_Records from a collection_
++++++++

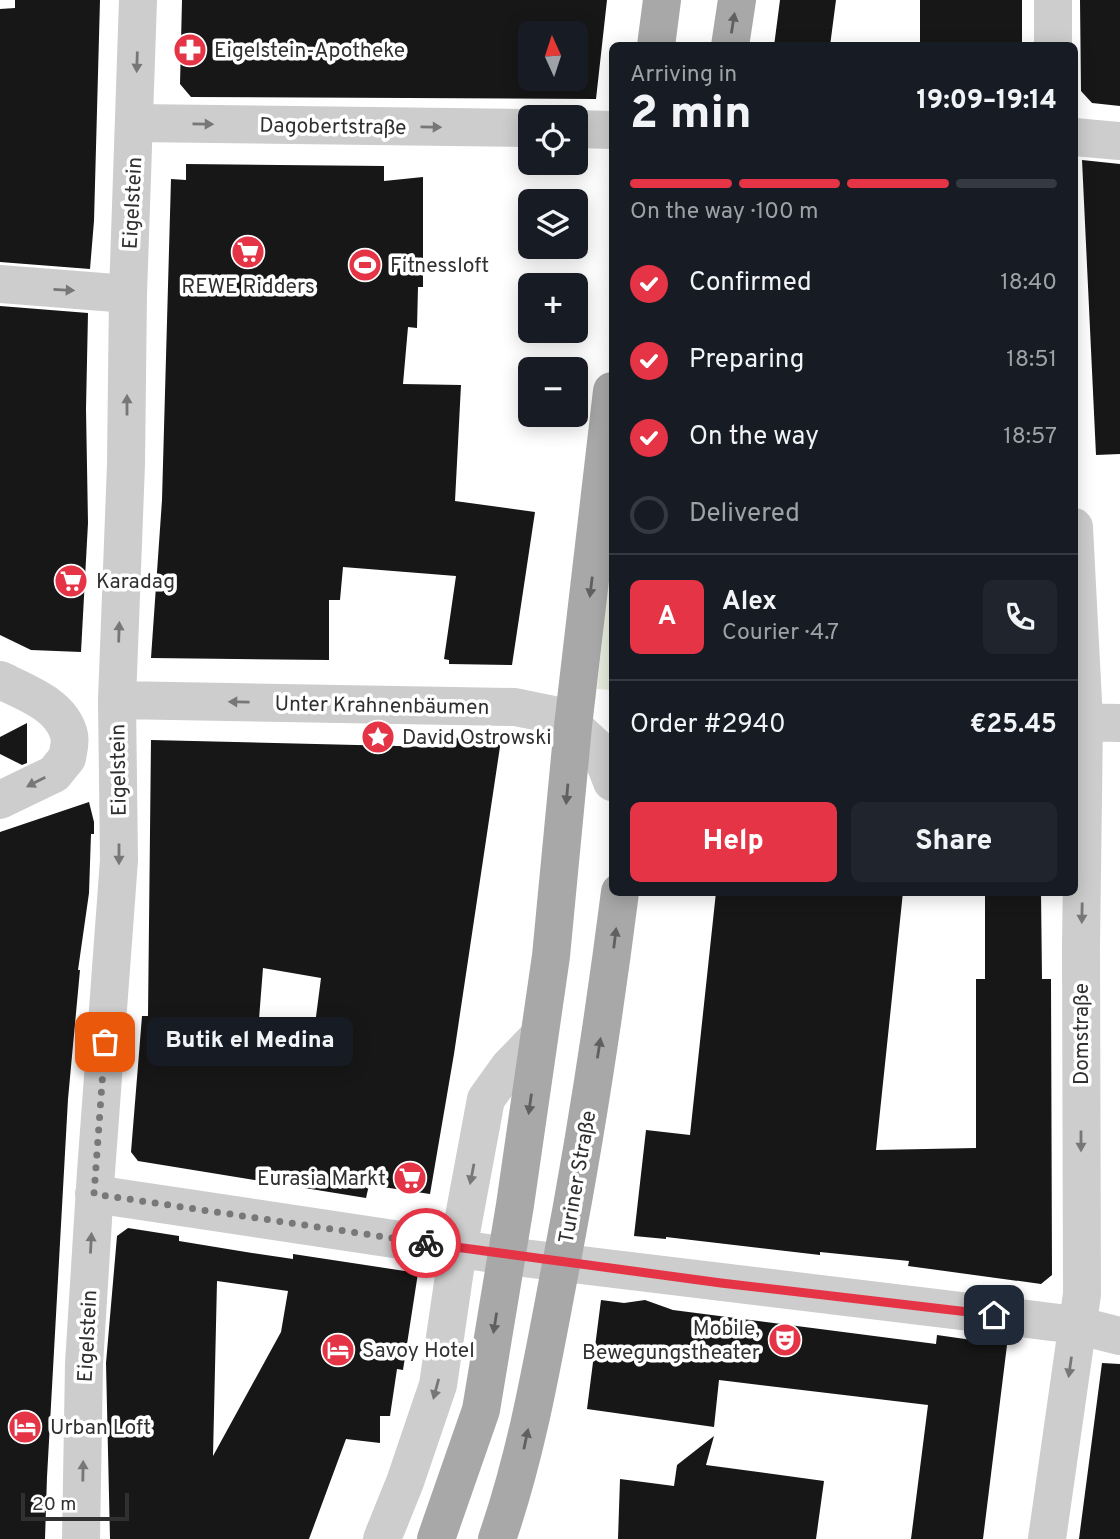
<!DOCTYPE html>
<meta charset="utf-8">
<style>
:root{--surface:#171b24;--page:#20242c;--text:#f1f3f6;--muted:#9ea1a6;--line:#363941;--accent:#e53446}
body{margin:0;font-family:Overpass,sans-serif;background:var(--page);color:var(--text);height:100vh;display:flex;flex-direction:column;font-size:26px;white-space:nowrap}
*{box-sizing:border-box;margin:0}
p{font-size:23px;color:var(--muted)}
.icon{flex:none;width:38px;height:38px;fill:none;stroke:currentColor;stroke-width:2;stroke-linecap:round;stroke-linejoin:round}
.map{position:relative;flex:1;overflow:hidden}
.sheet{position:absolute;left:609px;top:42px;width:469px;height:854px;display:flex;flex-direction:column;background:var(--surface);border-radius:10px;box-shadow:0 4px 18px #0003}
.sheet>*{flex:none}
.needle{width:46px;rotate:357deg}
.tools{position:absolute;left:518px;top:21px;display:grid;gap:14px}
.tools a{display:grid;place-items:center;width:70px;height:70px;border-radius:10px;background:var(--surface);box-shadow:0 4px 18px #0003;font-size:35px}
.scale{position:absolute;left:21px;bottom:18px;width:108px;box-sizing:border-box;padding-left:7px;border:4px solid #303030;border-top:0;font-size:19px;line-height:24px;white-space:nowrap;color:#303030;-webkit-text-stroke:5px #fff;paint-order:stroke}
.pin{position:absolute;display:grid;place-items:center;width:60px;height:60px;color:#fff;margin:-30px;border-radius:14px;box-shadow:0 4px 10px #0006}
.courier{position:absolute;display:grid;place-items:center;width:70px;height:70px;margin:-35px;border:5px solid #e53446;border-radius:50%;background:#fff;color:#222;box-shadow:0 2px 9px #0007}
.bubble{position:absolute;height:49px;border-radius:10px;background:var(--surface);box-shadow:0 4px 18px #0003;font-size:23px;font-weight:800;line-height:49px;text-align:center}
.headline em{font-style:normal;font-weight:800}
.headline div{display:flex;flex-direction:column-reverse}
.headline{display:flex;align-items:center;justify-content:space-between;height:119px;padding:0 21px}
h1{font-size:46px;font-weight:800;line-height:52px}
.bar{display:grid;grid-template-columns:repeat(4,1fr);gap:10px 7px;align-content:center;height:84px;padding:0 21px}
.bar i{height:9px;border-radius:5px;background:var(--line)}
.bar .active{background:var(--accent)}
.bar p{grid-column:span 4}
.line{display:flex;align-items:center;gap:18px;padding:0 21px;border-top:2px solid var(--line)}
.line div{flex:1}
.round{display:grid;place-items:center;flex:none;width:74px;height:74px;border-radius:10px;background:var(--page)}
ol{padding:0 21px;list-style:none}
li{display:flex;align-items:center;gap:21px;height:77px}
li p{margin-inline-start:auto}
li .icon{padding:7px;border-radius:50%;background:var(--accent);color:#fff;stroke-width:4}
li:last-child{color:var(--muted)}
li i{width:38px;height:38px;border:4px solid var(--line);border-radius:50%}
.action{display:flex;gap:14px;margin-top:auto;padding:14px 21px}
.action a{flex:1;height:80px;border-radius:10px;background:var(--accent);color:#fff;font-size:28px;font-weight:800;line-height:80px;text-align:center}
.action a+a{background:var(--page);color:var(--text)}
.map>svg:first-child{display:block}
.green{fill:#e7edde}
.building{fill:#171717;fill-rule:evenodd}
.lines{fill:none;stroke-linecap:round;stroke-linejoin:round}
.minor{stroke:#cdcdcd;stroke-width:38}
.primary{stroke:#a8a8a8;stroke-width:38}
.oneway{fill:#606060}
.oneway2{fill:#777}
.done{stroke:#787878;stroke-width:7;stroke-dasharray:0 12.6}
.route{stroke:#e53446;stroke-width:9}
.labels{text-anchor:middle;stroke-width:7;stroke-linejoin:round;paint-order:stroke}
.poi-label{font-size:21px;fill:#303030;stroke:#fff;text-anchor:start}
.street-label{font-size:21px;fill:#303030;stroke:#fff}
</style>
<div class="map">
<svg width="1120" height="1539" viewBox="0 0 1120 1539">
<rect width="100%" height="100%" fill="#fff"/>
<!-- green -->
<path class="green" d="M612 543V690L597 689Z"/>
<!-- building -->
<path class="building" d="M15 0H100L94 221 90 269 0 262V9L15 8Z
M182 0H607L596 99 191 97 180 84ZM530 33H576V79H530Z
M780 0H836L830 46H774Z
M920 0H1022V46H920Z
M1080 0H1120V106L1092 103 1081 91Z
M1082 160 1120 164V454L1096 455Z
M186 164 384 166V181L423 177V287H418L417 328 408 327 403 384 461 385 455 501 535 512 512 665 449 664V660L444 659 456 576 343 567 340 600H329V660L151 658 162 500 171 179 186 180Z
M0 306 88 313 86 409 88 523 81 652 31 650 0 635Z
M27 723V763L22 765 0 754V737Z
M441 737 501 740 454 1054 430 1194 369 1185 366 1198 138 1161 131 1152 142 1016H148L151 740 439 747ZM263 968 321 978 313 1040 258 1032Z
M89 802 94 822V834H91L89 893 78 970H80L68 1099 47 1477 45 1539H0V832Z
M716 892H903L876 1150 976 1148V979H985V892H1041L1042 979H1051L1052 1275 1041 1284 908 1266 909 1261 820 1252V1255L666 1237V1239L634 1236 646 1130 690 1135Z
M128 1228 179 1236V1241L252 1253 293 1259V1254L418 1273 403 1370 397 1369 390 1416H380V1443L346 1439 309 1539H110L106 1363 117 1236ZM217 1281 288 1291 281 1332 213 1456Z
M601 1300 624 1303 645 1300 673 1310 936 1344 937 1335 1007 1345 983 1539H911L928 1405 719 1380 714 1427 587 1409Z
M1102 1363 1120 1364V1539H1079Z
M714 1436 706 1465 824 1481 816 1539H618L620 1479 674 1486 677 1465Z"/>
<g class="lines">
<!-- minor -->
<path class="minor" d="M1053 0V46
M135 123 530 128
M576 129 612 130
M1074 137 1120 141
M0 284 128 294
M0 680C25 692 62 705 69 735 71 742 68 752 67 758
M117 700 515 707 559 716 573 726 600 751 612 782
M1074 722 1120 723
M0 800 54 774 67 758
M94 1194 507 1256 1076 1325 1120 1336
M81 1539 84 1364 96 1172 119 860 117 700 126 464 128 294 138 0
M382 1539 405 1482 438 1385 458 1249 486 1099 509 1067 539 1036
M1047 1539 1082 1294 1081 947 1084 721 1074 527"/>
<!-- primary -->
<path class="primary" d="M656 46 662 0
M730 46 737 0
M436 1539 481 1410 515 1205 551 956 573 726 612 391
M497 1539C528 1450 543 1358 561 1265 585 1141 604 1017 620 892"/>
</g>
<!-- one-way arrows -->
<defs><path id="oneway-solid" d="M-6-.8H1V-3.2L6.5 0L1 3.2V.8H-6Z" transform="scale(1.75)"/></defs>
<g class="oneway">
<use href="#oneway-solid" transform="translate(733 23) rotate(-81)"/>
<use href="#oneway-solid" transform="translate(591 587) rotate(97)"/>
<use href="#oneway-solid" transform="translate(567 794) rotate(95)"/>
<use href="#oneway-solid" transform="translate(615 938) rotate(-83)"/>
<use href="#oneway-solid" transform="translate(599 1048) rotate(-81)"/>
<use href="#oneway-solid" transform="translate(530 1104) rotate(98)"/>
<use href="#oneway-solid" transform="translate(495 1323) rotate(99)"/>
<use href="#oneway-solid" transform="translate(526 1439) rotate(-78)"/>
</g>
<g class="oneway2">
<use href="#oneway-solid" transform="translate(137 62) rotate(92)"/>
<use href="#oneway-solid" transform="translate(203 124) rotate(1)"/>
<use href="#oneway-solid" transform="translate(431 127) rotate(1)"/>
<use href="#oneway-solid" transform="translate(64 290) rotate(3)"/>
<use href="#oneway-solid" transform="translate(127 405) rotate(-90)"/>
<use href="#oneway-solid" transform="translate(119 632) rotate(-88)"/>
<use href="#oneway-solid" transform="translate(239 702) rotate(-179)"/>
<use href="#oneway-solid" transform="translate(36 782) rotate(153)"/>
<use href="#oneway-solid" transform="translate(119 854) rotate(90)"/>
<use href="#oneway-solid" transform="translate(1082 913) rotate(91)"/>
<use href="#oneway-solid" transform="translate(1081 1141) rotate(90)"/>
<use href="#oneway-solid" transform="translate(472 1174) rotate(101)"/>
<use href="#oneway-solid" transform="translate(91 1243) rotate(-87)"/>
<use href="#oneway-solid" transform="translate(1070 1367) rotate(98)"/>
<use href="#oneway-solid" transform="translate(436 1389) rotate(105)"/>
<use href="#oneway-solid" transform="translate(83 1471) rotate(-89)"/>
</g>
<g class="lines">
<!-- done -->
<path class="done" d="M105 1042 94 1194 426 1243"/>
<!-- route -->
<path class="route" d="M426 1243 721 1283 994 1315"/>
</g>
<!-- icons -->
<defs>
<symbol id="pharmacy-disc" viewBox="-11 -11 22 22"><circle r="9.5" fill="#e53446" stroke="#fff"/><path d="M-2-6h4v4h4v4h-4v4h-4v-4h-4v-4h4Z" fill="#fff"/></symbol>
<symbol id="supermarket-disc" viewBox="-11 -11 22 22"><circle r="9.5" fill="#e53446" stroke="#fff"/><path d="M-6-5.5h2.5l.6 2H6L4.5 2H-2.5L-4.4-4H-6ZM-1.5 3.2a1.3 1.3 0 1 0 .1 0ZM3 3.2a1.3 1.3 0 1 0 .1 0Z" fill="#fff"/></symbol>
<symbol id="stadium-disc" viewBox="-11 -11 22 22"><circle r="9.5" fill="#e53446" stroke="#fff"/><path d="M0-5a6.5 5 0 1 0 0 10a6.5 5 0 1 0 0-10ZM-3.5-1.8h7v3.6h-7Z" fill="#fff"/></symbol>
<symbol id="sight-disc" viewBox="-11 -11 22 22"><circle r="9.5" fill="#e53446" stroke="#fff"/><path d="M0-6L1.8-2.2L6-1.7L2.9 1.2L3.7 5.4L0 3.3L-3.7 5.4L-2.9 1.2L-6-1.7L-1.8-2.2Z" fill="#fff"/></symbol>
<symbol id="theatre-disc" viewBox="-11 -11 22 22"><circle r="9.5" fill="#e53446" stroke="#fff"/><path d="M-5-5.5Q0-4 5-5.5V0Q5 5 0 6Q-5 5-5 0ZM-3.3-2.5H-1v1.5H-3.3ZM1-2.5H3.3v1.5H1ZM-2.8 1Q0 5.5 2.8 1Z" fill="#fff"/></symbol>
<symbol id="hotel-disc" viewBox="-11 -11 22 22"><circle r="9.5" fill="#e53446" stroke="#fff"/><path d="M-6-4.5h1.5V1H6V5H4.5V3h-9V5H-6ZM-4 0a1.8 1.8 0 1 1 3.6 0ZM.5 0V-2.5h3Q6-2.5 6 0Z" fill="#fff"/></symbol>
</defs>
<g fill-rule="evenodd">
<use href="#pharmacy-disc" x="171" y="31" width="38" height="38"/>
<use href="#supermarket-disc" x="229" y="233" width="38" height="38"/>
<use href="#stadium-disc" x="346" y="246" width="38" height="38"/>
<use href="#supermarket-disc" x="52" y="562" width="38" height="38"/>
<use href="#sight-disc" x="359" y="718" width="38" height="38"/>
<use href="#supermarket-disc" x="391" y="1159" width="38" height="38"/>
<use href="#theatre-disc" x="766" y="1321" width="38" height="38"/>
<use href="#hotel-disc" x="319" y="1331" width="38" height="38"/>
<use href="#hotel-disc" x="6" y="1408" width="38" height="38"/>
</g>
<g class="labels">
<!-- poi labels -->
<g class="poi-label">
<text x="214" y="57">Eigelstein-Apotheke</text>
<text x="390" y="272">Fitnessloft</text>
<text x="248" y="293" text-anchor="middle">REWE Ridders</text>
<text x="96" y="588">Karadag</text>
<text x="402" y="744">David Ostrowski</text>
<text x="386" y="1185" text-anchor="end">Eurasia Markt</text>
<text x="760" y="1335" text-anchor="end">Mobile,<tspan x="760" dy="24">Bewegungstheater</tspan></text>
<text x="362" y="1357">Savoy Hotel</text>
<text x="50" y="1434">Urban Loft</text>
</g>
<!-- street labels -->
<g class="street-label">
<text transform="translate(333 126) rotate(1)" y="7">Dagobertstraße</text>
<text transform="translate(132 203) rotate(-87)" y="7">Eigelstein</text>
<text transform="translate(382 705) rotate(1)" y="7">Unter Krahnenbäumen</text>
<text transform="translate(118 770) rotate(-91)" y="7">Eigelstein</text>
<text transform="translate(1081 1034) rotate(-90)" y="7">Domstraße</text>
<text transform="translate(577 1177) rotate(-80)" y="7">Turiner Straße</text>
<text transform="translate(87 1336) rotate(-87)" y="7">Eigelstein</text>
</g>
</g>
</svg>
<div class="tools">
<a><svg class="needle" viewBox="-14 -14 28 28"><path d="M0-13l5 13h-10z" fill="#e53935"/><path d="M0 13l5-13h-10z" fill="#9ea1a6"/></svg></a>
<a><svg class="icon" aria-label="locate" viewBox="0 0 24 24"><circle cx="12" cy="12" r="6"/><path d="M12 2v4M12 18v4M2 12h4M18 12h4"/></svg></a>
<a><svg class="icon" aria-label="layers" viewBox="0 0 24 24"><path d="M12 4l9 5-9 5-9-5zM3 14l9 5 9-5"/></svg></a>
<a>+</a>
<a>−</a>
</div>
<div class="scale">20 m</div>
<div class="pin" style="left:105px;top:1042px;background:#ea580c"><svg class="icon" aria-label="bag" viewBox="0 0 24 24"><path d="M5 8h14l-1 12H6zM9 8a3 3 0 0 1 6 0"/></svg></div>
<div class="pin" style="left:994px;top:1315px;background:#1f2937"><svg class="icon" aria-label="home" viewBox="0 0 24 24"><path d="M3 11l9-7 9 7M6 9v11h12V9"/></svg></div>
<div class="courier" style="left:426px;top:1243px"><svg class="icon" aria-label="bike" viewBox="0 0 24 24"><circle cx="6" cy="16" r="4"/><circle cx="18" cy="16" r="4"/><path d="M6 16l4-8h5l3 8M10 8l3 8H6M13 5h3"/></svg></div>
<div class="bubble" style="left:147px;top:1017px;width:206px">Butik el Medina</div>
<section class="sheet">
<div class="headline"><div><h1>2 min</h1><p>Arriving in</p></div><em>19:09–19:14</em></div>
<div class="bar"><i class="active"></i><i class="active"></i><i class="active"></i><i></i><p>On the way · 100 m</p></div>
<ol>
<li><svg class="icon" aria-label="check" viewBox="0 0 24 24"><path d="M5 12l5 5 9-10"/></svg>Confirmed<p>18:40</p></li>
<li><svg class="icon" aria-label="check" viewBox="0 0 24 24"><path d="M5 12l5 5 9-10"/></svg>Preparing<p>18:51</p></li>
<li><svg class="icon" aria-label="check" viewBox="0 0 24 24"><path d="M5 12l5 5 9-10"/></svg>On the way<p>18:57</p></li>
<li><i></i>Delivered</li>
</ol>
<div class="line" style="height:126px"><b class="round" style="background:var(--accent);color:#fff">A</b><div><b>Alex</b><p>Courier · 4.7</p></div><a class="round"><svg class="icon" aria-label="phone" viewBox="0 0 24 24"><path d="M5 4h4l2 5-3 2q2 4 5 5l2-3 5 2v4C11 20 4 13 5 4z"/></svg></a></div>
<div class="line" style="height:91px"><div>Order #2940</div><b>€25.45</b></div>
<div class="action"><a>Help</a><a>Share</a></div>
</section>
</div>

++++++++

_Try it_
Report back every line of the entries in which "anchor" occurs.

_Expected output_
.labels{text-anchor:middle;stroke-width:7;stroke-linejoin:round;paint-order:stroke}
.poi-label{font-size:21px;fill:#303030;stroke:#fff;text-anchor:start}
<text x="248" y="293" text-anchor="middle">REWE Ridders</text>
<text x="386" y="1185" text-anchor="end">Eurasia Markt</text>
<text x="760" y="1335" text-anchor="end">Mobile,<tspan x="760" dy="24">Bewegungstheater</tspan></text>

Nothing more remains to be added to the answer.